**TASK TO CARRY OUT:**
The result should be a faithful copy of every entry below, with the pictures left out.

Top of RECORDS

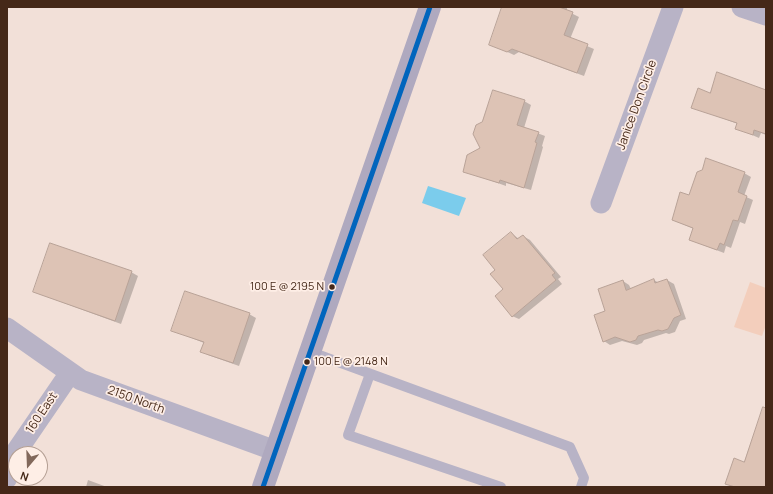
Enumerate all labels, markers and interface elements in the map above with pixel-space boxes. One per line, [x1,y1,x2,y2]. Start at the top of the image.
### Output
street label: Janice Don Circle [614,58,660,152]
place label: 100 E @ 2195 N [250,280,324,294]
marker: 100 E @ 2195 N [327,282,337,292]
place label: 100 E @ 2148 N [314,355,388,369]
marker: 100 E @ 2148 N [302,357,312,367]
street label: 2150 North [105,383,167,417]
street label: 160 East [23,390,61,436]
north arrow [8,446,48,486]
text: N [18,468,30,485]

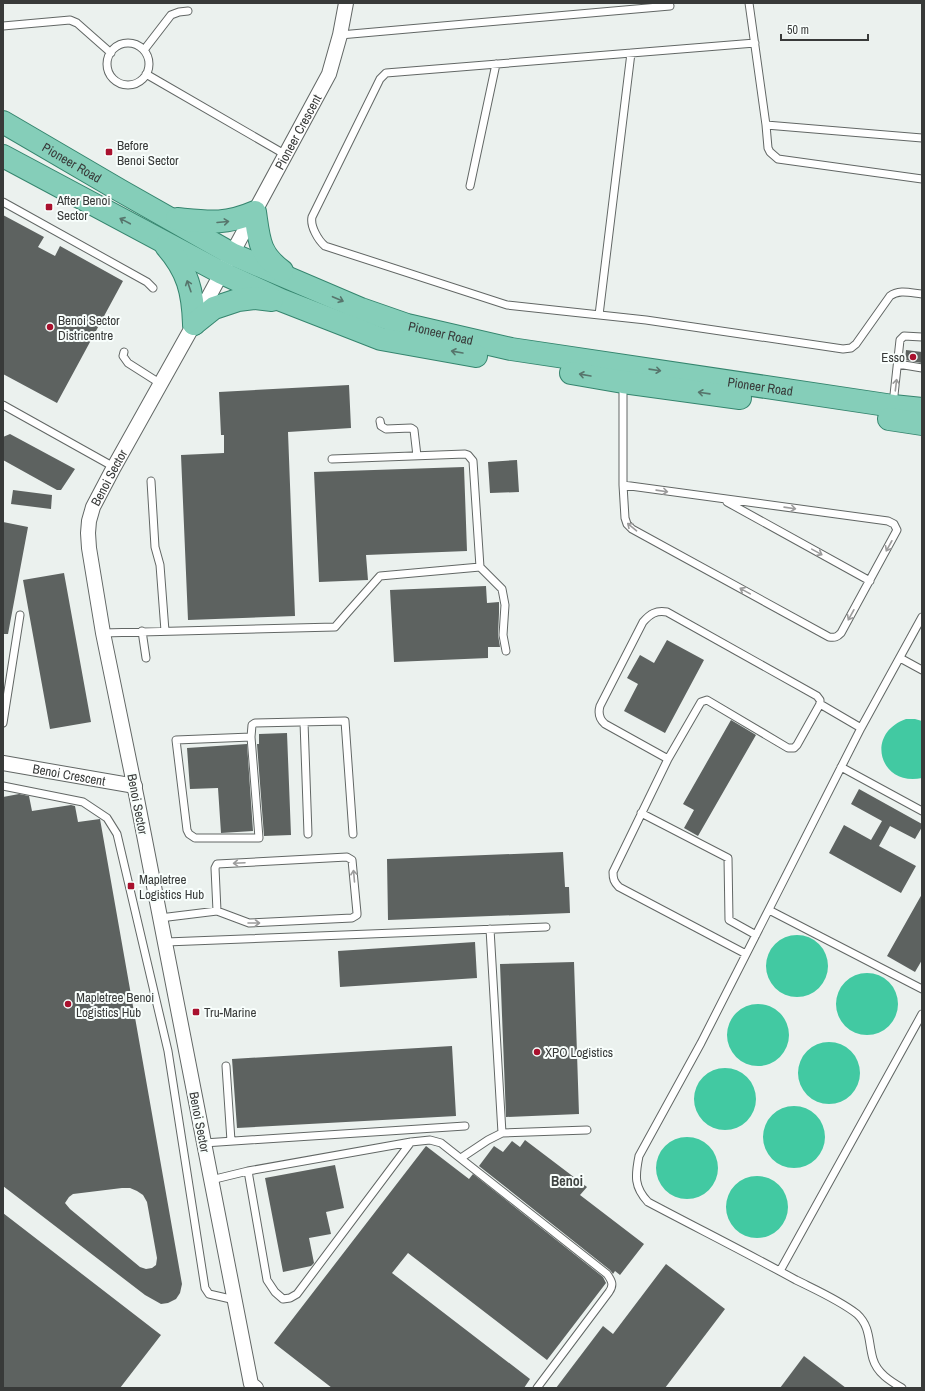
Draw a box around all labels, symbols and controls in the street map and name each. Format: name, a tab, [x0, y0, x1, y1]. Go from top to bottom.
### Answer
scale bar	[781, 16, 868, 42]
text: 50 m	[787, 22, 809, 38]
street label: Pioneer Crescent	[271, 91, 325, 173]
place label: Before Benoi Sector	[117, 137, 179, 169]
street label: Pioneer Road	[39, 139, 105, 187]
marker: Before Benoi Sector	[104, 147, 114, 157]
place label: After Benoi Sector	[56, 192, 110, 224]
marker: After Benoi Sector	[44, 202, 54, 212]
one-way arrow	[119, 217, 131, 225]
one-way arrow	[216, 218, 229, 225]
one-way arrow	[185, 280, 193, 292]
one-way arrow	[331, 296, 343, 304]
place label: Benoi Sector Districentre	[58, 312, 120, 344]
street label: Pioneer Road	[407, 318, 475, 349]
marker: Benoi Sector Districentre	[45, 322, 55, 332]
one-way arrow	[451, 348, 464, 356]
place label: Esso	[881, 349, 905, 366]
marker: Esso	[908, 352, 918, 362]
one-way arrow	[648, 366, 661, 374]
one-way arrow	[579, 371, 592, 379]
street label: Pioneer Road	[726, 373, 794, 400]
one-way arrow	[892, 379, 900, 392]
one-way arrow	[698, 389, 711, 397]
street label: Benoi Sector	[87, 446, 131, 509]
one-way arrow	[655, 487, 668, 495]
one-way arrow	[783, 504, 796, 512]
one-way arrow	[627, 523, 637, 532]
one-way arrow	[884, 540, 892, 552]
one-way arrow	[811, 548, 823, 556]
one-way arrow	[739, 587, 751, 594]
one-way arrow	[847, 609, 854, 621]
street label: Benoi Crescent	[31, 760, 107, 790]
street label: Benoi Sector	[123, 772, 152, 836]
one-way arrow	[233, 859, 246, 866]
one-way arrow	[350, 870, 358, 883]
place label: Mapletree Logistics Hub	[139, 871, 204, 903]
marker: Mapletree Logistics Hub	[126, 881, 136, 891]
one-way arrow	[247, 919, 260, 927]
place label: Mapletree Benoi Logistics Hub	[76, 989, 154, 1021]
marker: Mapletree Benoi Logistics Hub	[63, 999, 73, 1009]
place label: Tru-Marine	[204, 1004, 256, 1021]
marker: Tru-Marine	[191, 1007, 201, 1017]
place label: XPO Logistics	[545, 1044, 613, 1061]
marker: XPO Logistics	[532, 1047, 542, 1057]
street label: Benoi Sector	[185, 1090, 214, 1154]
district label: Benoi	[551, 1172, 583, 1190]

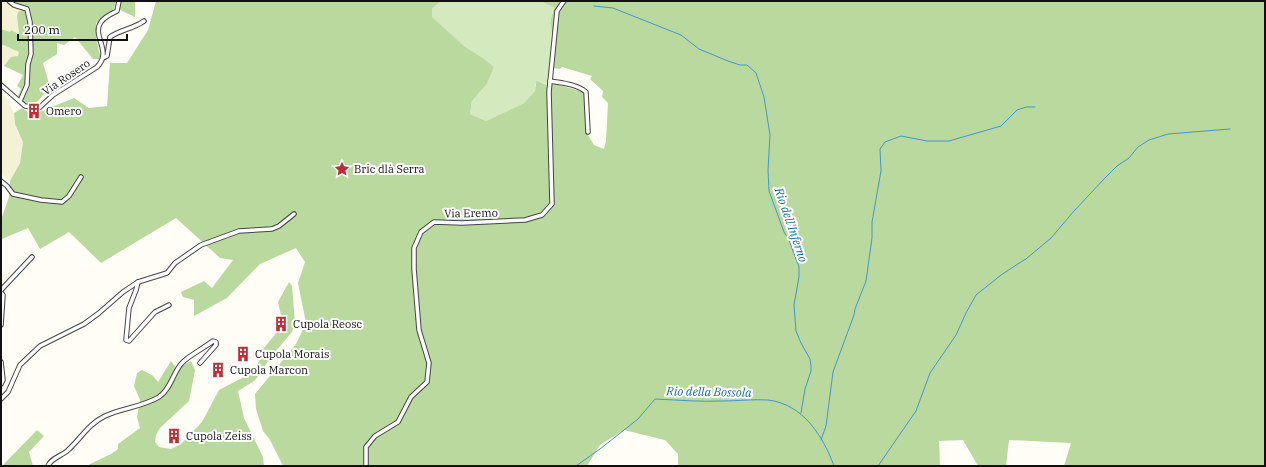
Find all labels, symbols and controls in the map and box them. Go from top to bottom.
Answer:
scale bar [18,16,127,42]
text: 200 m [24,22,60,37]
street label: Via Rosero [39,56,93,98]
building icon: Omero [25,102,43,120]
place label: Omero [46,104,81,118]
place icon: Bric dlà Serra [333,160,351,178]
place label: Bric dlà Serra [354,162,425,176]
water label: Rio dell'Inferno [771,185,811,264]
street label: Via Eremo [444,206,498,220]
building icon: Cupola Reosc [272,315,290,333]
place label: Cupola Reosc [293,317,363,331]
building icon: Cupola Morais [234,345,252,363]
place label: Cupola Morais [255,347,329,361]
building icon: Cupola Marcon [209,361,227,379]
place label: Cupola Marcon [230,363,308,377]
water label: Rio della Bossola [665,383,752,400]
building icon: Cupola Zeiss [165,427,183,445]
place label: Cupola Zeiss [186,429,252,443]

Bottom of RECORDS

**RESPONSE AREA:**
Enumerate all labels, markers and interface elements in the map above with pixel-space boxes. One per line, [x1,y1,x2,y2]. Start at the top of the image.
### Output
street label: Janice Don Circle [614,58,660,152]
place label: 100 E @ 2195 N [250,280,324,294]
marker: 100 E @ 2195 N [327,282,337,292]
place label: 100 E @ 2148 N [314,355,388,369]
marker: 100 E @ 2148 N [302,357,312,367]
street label: 2150 North [105,383,167,417]
street label: 160 East [23,390,61,436]
north arrow [8,446,48,486]
text: N [18,468,30,485]

Draw a box around all labels, symbols and controls in the street map and name each. Format: name, a tab, [x0, y0, x1, y1]. Go from top to bottom.
### Answer
scale bar	[781, 16, 868, 42]
text: 50 m	[787, 22, 809, 38]
street label: Pioneer Crescent	[271, 91, 325, 173]
place label: Before Benoi Sector	[117, 137, 179, 169]
street label: Pioneer Road	[39, 139, 105, 187]
marker: Before Benoi Sector	[104, 147, 114, 157]
place label: After Benoi Sector	[56, 192, 110, 224]
marker: After Benoi Sector	[44, 202, 54, 212]
one-way arrow	[119, 217, 131, 225]
one-way arrow	[216, 218, 229, 225]
one-way arrow	[185, 280, 193, 292]
one-way arrow	[331, 296, 343, 304]
place label: Benoi Sector Districentre	[58, 312, 120, 344]
street label: Pioneer Road	[407, 318, 475, 349]
marker: Benoi Sector Districentre	[45, 322, 55, 332]
one-way arrow	[451, 348, 464, 356]
place label: Esso	[881, 349, 905, 366]
marker: Esso	[908, 352, 918, 362]
one-way arrow	[648, 366, 661, 374]
one-way arrow	[579, 371, 592, 379]
street label: Pioneer Road	[726, 373, 794, 400]
one-way arrow	[892, 379, 900, 392]
one-way arrow	[698, 389, 711, 397]
street label: Benoi Sector	[87, 446, 131, 509]
one-way arrow	[655, 487, 668, 495]
one-way arrow	[783, 504, 796, 512]
one-way arrow	[627, 523, 637, 532]
one-way arrow	[884, 540, 892, 552]
one-way arrow	[811, 548, 823, 556]
one-way arrow	[739, 587, 751, 594]
one-way arrow	[847, 609, 854, 621]
street label: Benoi Crescent	[31, 760, 107, 790]
street label: Benoi Sector	[123, 772, 152, 836]
one-way arrow	[233, 859, 246, 866]
one-way arrow	[350, 870, 358, 883]
place label: Mapletree Logistics Hub	[139, 871, 204, 903]
marker: Mapletree Logistics Hub	[126, 881, 136, 891]
one-way arrow	[247, 919, 260, 927]
place label: Mapletree Benoi Logistics Hub	[76, 989, 154, 1021]
marker: Mapletree Benoi Logistics Hub	[63, 999, 73, 1009]
place label: Tru-Marine	[204, 1004, 256, 1021]
marker: Tru-Marine	[191, 1007, 201, 1017]
place label: XPO Logistics	[545, 1044, 613, 1061]
marker: XPO Logistics	[532, 1047, 542, 1057]
street label: Benoi Sector	[185, 1090, 214, 1154]
district label: Benoi	[551, 1172, 583, 1190]

Find all labels, symbols and controls in the map and box them. Go from top to bottom.
Answer:
scale bar [18,16,127,42]
text: 200 m [24,22,60,37]
street label: Via Rosero [39,56,93,98]
building icon: Omero [25,102,43,120]
place label: Omero [46,104,81,118]
place icon: Bric dlà Serra [333,160,351,178]
place label: Bric dlà Serra [354,162,425,176]
water label: Rio dell'Inferno [771,185,811,264]
street label: Via Eremo [444,206,498,220]
building icon: Cupola Reosc [272,315,290,333]
place label: Cupola Reosc [293,317,363,331]
building icon: Cupola Morais [234,345,252,363]
place label: Cupola Morais [255,347,329,361]
building icon: Cupola Marcon [209,361,227,379]
place label: Cupola Marcon [230,363,308,377]
water label: Rio della Bossola [665,383,752,400]
building icon: Cupola Zeiss [165,427,183,445]
place label: Cupola Zeiss [186,429,252,443]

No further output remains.